Come si è appena visto, la teoria dell’alienazione di Piromalli apre a sviluppi prettamente filosofico-politici – e l’auspicio è che l’autrice possa dedicare ad essi prossimi lavori. In tal senso, avanziamo un appunto sul rapporto tra ideologia e alienazione, poiché una ulteriore riflessione su questo punto può contribuire a rafforzare la comunicazione tra i due poli della teoria di Piromalli, quello diagnostico e quello normativo.

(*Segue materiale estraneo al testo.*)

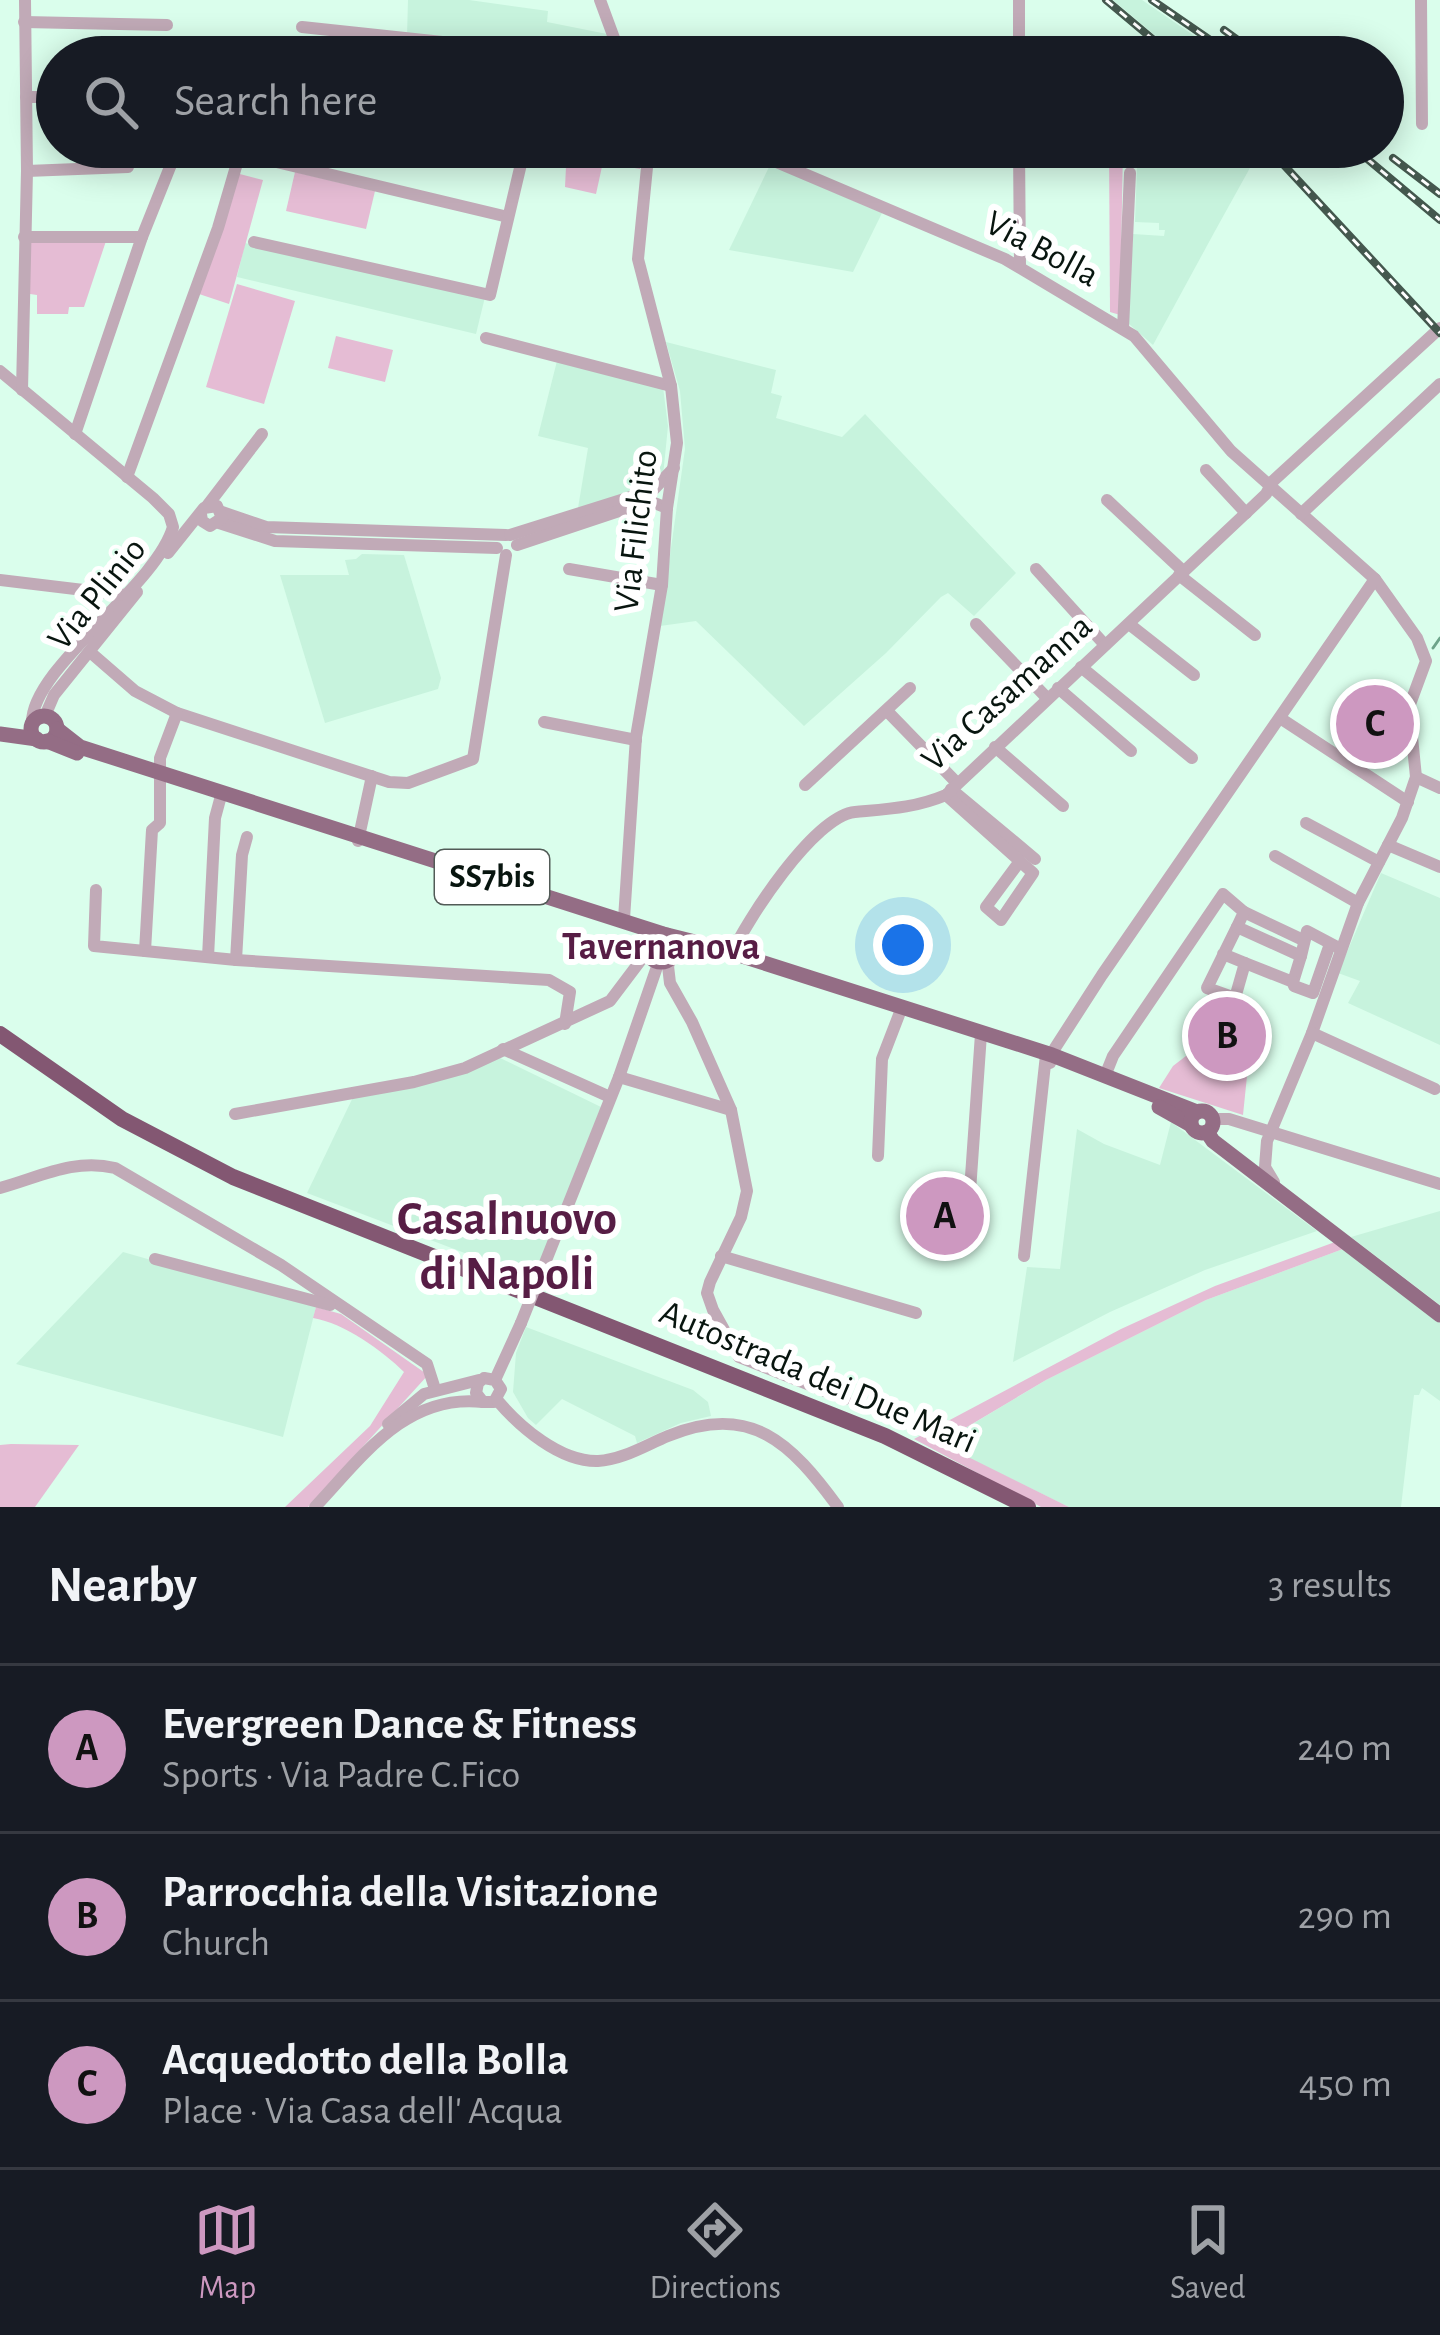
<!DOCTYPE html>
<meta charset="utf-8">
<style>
:root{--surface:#171b24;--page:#242831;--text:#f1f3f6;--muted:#9ea1a6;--line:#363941;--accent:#cd98c0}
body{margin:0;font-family:"Alegreya Sans",sans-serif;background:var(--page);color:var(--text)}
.you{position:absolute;left:903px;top:945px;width:42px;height:42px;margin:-30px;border:9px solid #fff;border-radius:50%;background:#1a73e8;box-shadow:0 0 0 18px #1a73e833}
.badge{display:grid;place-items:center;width:78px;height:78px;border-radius:50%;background:var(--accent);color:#111;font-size:39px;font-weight:700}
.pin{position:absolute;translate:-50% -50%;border:6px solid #fff;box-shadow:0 3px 12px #0006}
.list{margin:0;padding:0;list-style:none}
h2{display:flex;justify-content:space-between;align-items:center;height:156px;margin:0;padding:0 48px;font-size:51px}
h2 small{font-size:39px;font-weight:400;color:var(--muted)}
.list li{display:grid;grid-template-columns:78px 1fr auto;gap:36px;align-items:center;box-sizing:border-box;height:168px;padding:0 48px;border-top:3px solid var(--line)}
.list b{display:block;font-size:45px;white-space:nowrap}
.list p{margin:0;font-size:39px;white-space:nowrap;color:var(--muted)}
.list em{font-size:39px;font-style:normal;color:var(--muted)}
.icon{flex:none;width:66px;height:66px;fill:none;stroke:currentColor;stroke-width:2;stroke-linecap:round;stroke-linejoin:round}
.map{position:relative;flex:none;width:1440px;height:1507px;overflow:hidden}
.search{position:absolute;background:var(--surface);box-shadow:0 6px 30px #0003;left:36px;right:36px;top:36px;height:132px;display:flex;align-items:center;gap:30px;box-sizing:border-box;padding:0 42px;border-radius:66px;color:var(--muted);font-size:45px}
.sheet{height:660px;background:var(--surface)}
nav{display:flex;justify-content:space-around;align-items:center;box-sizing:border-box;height:168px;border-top:3px solid var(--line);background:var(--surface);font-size:33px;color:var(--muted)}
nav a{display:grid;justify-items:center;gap:6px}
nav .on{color:var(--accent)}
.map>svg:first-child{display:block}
.built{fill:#c7f3dd}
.green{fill:#e5bcd4}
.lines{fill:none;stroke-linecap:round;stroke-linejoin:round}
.stream{stroke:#6da48a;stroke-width:3}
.minor{stroke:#c1aab7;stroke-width:12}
.major{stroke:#946d85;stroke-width:15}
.highway{stroke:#835772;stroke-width:16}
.rail-casing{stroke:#44584e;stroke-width:8}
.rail{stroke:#fff;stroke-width:3;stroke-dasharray:9;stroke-linecap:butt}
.minor-bridge{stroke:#c1aab7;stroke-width:12}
.labels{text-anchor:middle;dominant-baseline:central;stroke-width:12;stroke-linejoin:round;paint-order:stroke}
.shield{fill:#fff;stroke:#525b57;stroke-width:3}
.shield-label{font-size:33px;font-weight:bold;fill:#08150f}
.street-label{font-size:36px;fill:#08150f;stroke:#fff}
.neighbourhood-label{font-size:39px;font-weight:bold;fill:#571d45;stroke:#fff}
.district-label{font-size:48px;font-weight:bold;fill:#571d45;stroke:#fff}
</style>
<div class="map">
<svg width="1440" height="1507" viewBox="0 0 1440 1507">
<rect width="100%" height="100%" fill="#dafeec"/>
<g class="built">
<path d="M 408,0 L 469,0 L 548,11 L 547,22 L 607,34 L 614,57 L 514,57 L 461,42 L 407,36 Z"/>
<path d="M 1113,0 L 1142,0 L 1225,57 L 1181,57 Z"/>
<path d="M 770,165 L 882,213 L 853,272 L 729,250 Z"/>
<path d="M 1251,166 L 1215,231 L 1153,345 L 1128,323 L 1133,234 L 1164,236 L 1165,230 L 1159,230 L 1159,223 L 1135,222 L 1137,168 Z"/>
<path d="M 245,243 L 485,297 L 476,334 L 237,277 Z"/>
<path d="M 666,342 L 776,370 L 771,393 L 782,396 L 776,418 L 842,437 L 865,414 L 1016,573 L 974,616 L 948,593 L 941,597 L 886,653 L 804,726 L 696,621 L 660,626 L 685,449 L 680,391 Z"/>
<path d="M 557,361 L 663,387 L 668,426 L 663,476 L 649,488 L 578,508 L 588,448 L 538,436 Z"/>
<path d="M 362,554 L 404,555 L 441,678 L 438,689 L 325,723 L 280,575 L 349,575 L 345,560 L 356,559 Z"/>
<path d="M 1381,873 L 1440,898 L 1440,1045 L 1348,1003 L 1360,981 L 1338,973 Z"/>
<path d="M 498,1057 L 601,1107 L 533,1279 L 307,1193 L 355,1093 Z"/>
<path d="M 1171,1122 L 1317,1231 L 1205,1270 L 1110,1312 L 1013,1362 L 1027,1267 L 1060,1269 L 1077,1129 L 1104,1144 L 1160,1165 Z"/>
<path d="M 1440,1211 L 1440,1305 L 1351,1237 Z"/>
<path d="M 1343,1249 L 1440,1323 L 1440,1401 L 1422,1388 L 1419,1395 L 1414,1395 L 1401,1507 L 1069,1507 L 939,1444 L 1046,1380 L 1206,1300 Z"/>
<path d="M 123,1252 L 316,1307 L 283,1437 L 16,1364 Z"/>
<path d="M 526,1327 L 693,1390 L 708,1402 L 711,1416 L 681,1423 L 637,1443 L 635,1436 L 562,1399 L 536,1425 L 528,1418 L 513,1392 L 516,1353 Z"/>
</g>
<g class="green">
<path d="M 567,147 L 640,147 L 640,169 L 603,162 L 596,194 L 565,187 Z"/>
<path d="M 1109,147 L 1123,147 L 1120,315 L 1110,312 Z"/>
<path d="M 295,172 L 375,191 L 366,229 L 286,211 Z"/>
<path d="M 236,173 L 263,180 L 229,304 L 199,294 Z"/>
<path d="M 30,241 L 106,241 L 84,307 L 69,307 L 68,314 L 37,314 L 37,295 L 30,294 Z"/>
<path d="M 237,284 L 295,301 L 264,404 L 206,387 Z"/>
<path d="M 336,336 L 393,350 L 385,382 L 328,368 Z"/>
<path d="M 1186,1056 L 1247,1076 L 1243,1115 L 1159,1088 L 1173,1066 Z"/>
<path d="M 1335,1242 L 1343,1249 L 1206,1300 L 1046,1380 L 940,1443 L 1069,1507 L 1041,1507 L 914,1439 L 1121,1329 L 1215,1286 Z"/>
<path d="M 316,1307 L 341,1314 L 428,1375 L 308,1507 L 285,1507 L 370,1426 L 404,1372 C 383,1351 344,1323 313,1318 Z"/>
<path d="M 0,1445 L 11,1444 L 79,1445 L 35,1507 L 0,1507 Z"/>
</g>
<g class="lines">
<path class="stream" d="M 1433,648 L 1440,638"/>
<g class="minor">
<path d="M 600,0 L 621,57"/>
<path d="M 1019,0 L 1019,57"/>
<path d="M 1421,0 L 1422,124"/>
<path d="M 24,22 L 167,25"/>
<path d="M 302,27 L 461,44 L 501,57"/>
<path d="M 26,97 L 57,97"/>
<path d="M 214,147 L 508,217"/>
<path d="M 730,147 L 774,161 L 1005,259 L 1134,336 L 1231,451 L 1375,579 L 1417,638 L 1426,661 L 1409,707 L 1416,777 L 1402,818 L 1358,903 L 1312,1033 L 1267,1141 L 1265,1167 L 1274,1182"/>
<path d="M 1019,147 L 1020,266"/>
<path d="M 27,171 L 128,167"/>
<path d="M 24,237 L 142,237"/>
<path d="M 254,242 L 490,295 L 525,147"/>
<path d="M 1123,329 L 1130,173"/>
<path d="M 486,338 L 671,386"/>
<path d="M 0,371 L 153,498 L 169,514 L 173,527 C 156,587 31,668 32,723"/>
<path d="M 22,390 L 27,171 L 25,0"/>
<path d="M 75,434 L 142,237 L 178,147"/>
<path d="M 1206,470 L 1246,513"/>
<path d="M 127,477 L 218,228 L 240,153"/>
<path d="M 1107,500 L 1183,571"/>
<path d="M 207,506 L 262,434"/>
<path d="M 222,512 L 266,527 L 506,535"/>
<path d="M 1301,514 L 1440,384"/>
<path d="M 219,523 L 275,541 L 497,548"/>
<path d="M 510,535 L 653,490 L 674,468"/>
<path d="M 517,545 L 637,505 L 652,502 L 667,508"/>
<path d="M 168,553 L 204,508 L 217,506 L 222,518 L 210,526 L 202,521 L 201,514"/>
<path d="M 569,569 L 662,585"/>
<path d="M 1036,569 L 1105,645"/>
<path d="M 1179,575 L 1255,635"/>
<path d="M 0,580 L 125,595"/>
<path d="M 976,624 L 1047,698"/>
<path d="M 1129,624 L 1194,675"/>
<path d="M 90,652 L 135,691 L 177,713 L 389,782 L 408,783 L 473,759 L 506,555"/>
<path d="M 1081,667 L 1192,758"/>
<path d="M 1058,688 L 1131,751"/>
<path d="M 887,711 L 956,782"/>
<path d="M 45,716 L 54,695 L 137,592"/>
<path d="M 1280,718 L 1408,802"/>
<path d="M 544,722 L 636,740"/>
<path d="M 995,747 L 1063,806"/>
<path d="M 1416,777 L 1440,788"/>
<path d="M 805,785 L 910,688"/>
<path d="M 951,789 L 1035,859"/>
<path d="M 946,795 L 1033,873 L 1001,920 L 986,907 L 1020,861"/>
<path d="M 1306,823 L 1379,862"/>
<path d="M 358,841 L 372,776"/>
<path d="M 1388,845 L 1440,867"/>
<path d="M 1275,856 L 1358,903"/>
<path d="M 96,890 L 94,946 L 236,960 L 549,980 L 570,992 L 565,1024"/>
<path d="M 1244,912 L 1303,940"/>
<path d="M 624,919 L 636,737 L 662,585 L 667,508 L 677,443 L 671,386 L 638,259 L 649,147"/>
<path d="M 145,951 L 152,830 L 160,823 L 160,758 L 177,713"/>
<path d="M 1223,954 L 1245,963 L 1235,998 L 1207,988 L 1237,927"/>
<path d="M 672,956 L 668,966 L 670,983 L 692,1022 L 731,1110 L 747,1191 L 741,1217 L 710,1282 L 707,1293 L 713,1310 L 739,1357 L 845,1399"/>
<path d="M 208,957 L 215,818 L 222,792"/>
<path d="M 730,957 C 746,921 814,816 855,812 C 888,809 915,808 946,795 L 1246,513 L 1266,494 L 1273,481 L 1440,328"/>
<path d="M 236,960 L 242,855 L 247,837"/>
<path d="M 1245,963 L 1293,982 L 1301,956"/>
<path d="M 1293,982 L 1294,986 L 1313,993 L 1330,944"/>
<path d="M 1312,1033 L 1435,1089"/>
<path d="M 503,1049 L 610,1097"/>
<path d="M 1050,1063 L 1055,1048 L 1102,975 L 1375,579"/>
<path d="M 1105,1076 L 1113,1056 L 1223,894 L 1244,912 L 1237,927 L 1301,956 L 1307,931 L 1341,949"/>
<path d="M 619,1077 L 731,1110"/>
<path d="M 235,1114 L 414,1082 L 465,1068 L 610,1001 L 647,952"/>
<path d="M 1213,1119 L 1229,1119 L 1440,1184"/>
<path d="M 878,1156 L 882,1059 L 902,1007"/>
<path d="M 0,1188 C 40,1177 74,1158 115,1168 L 281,1265 L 427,1364 L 435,1389"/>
<path d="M 969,1205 L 981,1034"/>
<path d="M 721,1256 L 916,1313"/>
<path d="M 1024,1256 L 1046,1055"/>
<path d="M 155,1259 L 330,1305"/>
<path d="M 541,1273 L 619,1077 L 659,961"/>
<path d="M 495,1380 L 484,1378 L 478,1383 L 476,1393 L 483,1402 L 494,1402 L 501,1389 L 495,1380 L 521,1323"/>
<path d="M 497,1400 C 520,1427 560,1462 598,1461 C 622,1460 646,1445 668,1436 C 751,1402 791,1443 838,1507"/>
<path d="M 388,1424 L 424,1394 L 479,1380"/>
<path d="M 315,1507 C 362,1457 406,1393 483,1402"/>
</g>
<g class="major">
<circle cx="44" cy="729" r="13"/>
<path d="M 57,729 L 80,747 L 663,934"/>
<path d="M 0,734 L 37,739"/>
<path d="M 47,741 L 77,753"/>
<circle cx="661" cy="948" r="14"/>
<path d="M 667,935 L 711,946 L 1052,1055 L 1197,1112"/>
<path d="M 673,953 L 706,951"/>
<path d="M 1159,1107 L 1191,1125"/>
<circle cx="1202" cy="1122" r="11"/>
<path d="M 1207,1132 L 1213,1141 L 1440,1315"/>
</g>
<path class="highway" d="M 0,1034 L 122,1119 L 233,1177 L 885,1436 L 1028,1507"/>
<defs>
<g id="rail">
<path d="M 1106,0 L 1174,57"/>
<path d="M 1152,0 L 1235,57"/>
<path d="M 1224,30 L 1261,57"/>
<path d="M 1267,147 L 1440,333"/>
<path d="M 1353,147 L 1440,220"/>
<path d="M 1393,158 L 1440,194"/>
</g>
</defs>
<use href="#rail" class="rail-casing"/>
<use href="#rail" class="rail"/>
<path class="minor-bridge" d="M 521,1323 L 541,1273"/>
</g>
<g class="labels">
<rect class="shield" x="435" y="850" width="114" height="54" rx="9"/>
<g class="shield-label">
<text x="492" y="877">SS7bis</text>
</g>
<g class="street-label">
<text transform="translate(1042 249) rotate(28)">Via Bolla</text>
<text transform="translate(636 531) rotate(-83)">Via Filichito</text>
<text transform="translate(97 594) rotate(-51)">Via Plinio</text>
<text transform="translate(1007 693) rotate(-42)">Via Casamanna</text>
<text transform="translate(818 1377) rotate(23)">Autostrada dei Due Mari</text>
</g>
<g class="neighbourhood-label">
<text x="661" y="947">Tavernanova</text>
</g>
<g class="district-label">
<text x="507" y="1220">Casalnuovo<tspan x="507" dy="55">di Napoli</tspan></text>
</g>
</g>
</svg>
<div class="you"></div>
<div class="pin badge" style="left:945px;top:1216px">A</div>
<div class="pin badge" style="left:1227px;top:1036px">B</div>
<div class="pin badge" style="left:1375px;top:724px">C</div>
<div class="search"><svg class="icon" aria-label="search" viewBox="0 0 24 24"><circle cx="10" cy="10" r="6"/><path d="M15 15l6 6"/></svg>Search here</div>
</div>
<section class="sheet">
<h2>Nearby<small>3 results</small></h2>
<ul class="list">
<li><span class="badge">A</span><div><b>Evergreen Dance &amp; Fitness</b><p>Sports · Via Padre C.Fico</p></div><em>240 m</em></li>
<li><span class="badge">B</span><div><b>Parrocchia della Visitazione</b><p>Church</p></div><em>290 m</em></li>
<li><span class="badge">C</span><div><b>Acquedotto della Bolla</b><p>Place · Via Casa dell' Acqua</p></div><em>450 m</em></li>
</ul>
</section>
<nav>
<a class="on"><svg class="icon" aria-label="map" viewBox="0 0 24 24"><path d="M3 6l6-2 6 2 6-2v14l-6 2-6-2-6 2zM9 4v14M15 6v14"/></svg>Map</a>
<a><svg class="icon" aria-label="directions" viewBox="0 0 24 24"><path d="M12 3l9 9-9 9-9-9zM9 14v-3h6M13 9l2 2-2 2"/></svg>Directions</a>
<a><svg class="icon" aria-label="saved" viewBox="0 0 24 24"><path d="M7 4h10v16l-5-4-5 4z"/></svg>Saved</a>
</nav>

Nel libro, la categoria di ideologia è assunta in un senso molto ampio per indicare un sistema di credenze o di pensiero. La funzione di legittimazione dell’ordine sociale esistente, che molta filosofia contemporanea attribuisce esattamente al dominio dell’ideologico – da Stuart Hall a Judith Butler e Slavoj Žižek e Jodi Dean – è piuttosto ricondotto alla figura della falsa coscienza. A nostro avviso, per potere immaginare forme istituzionali e democratiche che consentano un maggiore respiro deliberativo, e da ultimo la riappropriazione di ciò che è in prima battuta venuto estraniandosi dalla sfera individuale e collettiva, occorre riattingere una concettualizzazione più ricca dei processi ideologici. La parvenza di estraneità che gli assetti economici, culturali e politici assumono è infatti orientata alla naturalizzazione di precisi rapporti sociali, marxianamente individuati nel modo di produzione capitalistico: essa dipende precisamente dall’espressione ideologica del capitale, la quale costituisce un agglomerato – talvolta un sistema – ideale che legittima l’ordine esistente dislocandolo in una sfera, quella della naturalità, che de jure non è lambita dall’azione individuale e collettiva.
Una considerazione critica del modo di produzione capitalistico, cioè, suggerisce di riunire le due figure – ideologia e falsa coscienza – che Piromalli adotta e di procedere piuttosto a una distinzione dell’ideologico rispetto alla teoria che a quest’ultimo si rivolge criticamente. In altri termini, si tratta di fare emergere il vettore che surdetermina tutte le altre forme di estraneità e le mette a sistema, proprio osservando l’esigenza di precisione epistemologica a cui Piromalli tiene fede nel suo libro.
In questo senso, è possibile individuare nel dispiegamento ideologico dell’egemonia del capitale una delle principali resistenze all’avanzamento democratico, sia istituzionale sia culturale (che per Piromalli custodisce prospettive di disalienazione), verso un principio di sviluppo onnilaterale dell’individuo – per richiamarci al dettato marxiano del 1875. D’altro canto, se si stringono le diverse sfere dell’alienazione sociale alla riproduzione di quella peculiare estraneità che è il capitale, allora l’effetto di naturalizzazione dell’ordine sociale è sì da collegare al modo in cui gli individui esperiscono i frutti delle loro attività – elemento meritoriamente presente nella prospettiva dell’autrice. Resta tuttavia da specificare quale più specifico rapporto vi sia tra l’alienazione della sfera pratica della vita umana e il lavoro, tenendo conto delle diverse modalità in cui i rapporti lavorativi vengono configurandosi in una precisa congiuntura storico-sociale, per sondare quali pratiche e dispositivi di democratizzazione possano scorgersi nella capillare ristrutturazione dei rapporti lavorativi. Un ulteriore sforzo di connessione tra una teoria critico-normativa della democrazia e una riflessione filosofica sulla forma dei rapporti sociali, a partire dal lavoro e dal salario, appare tanto più necessario quanto più si apprezza il contributo che l’ultimo libro di Eleonora Piromalli offre agli studi teorico-critici.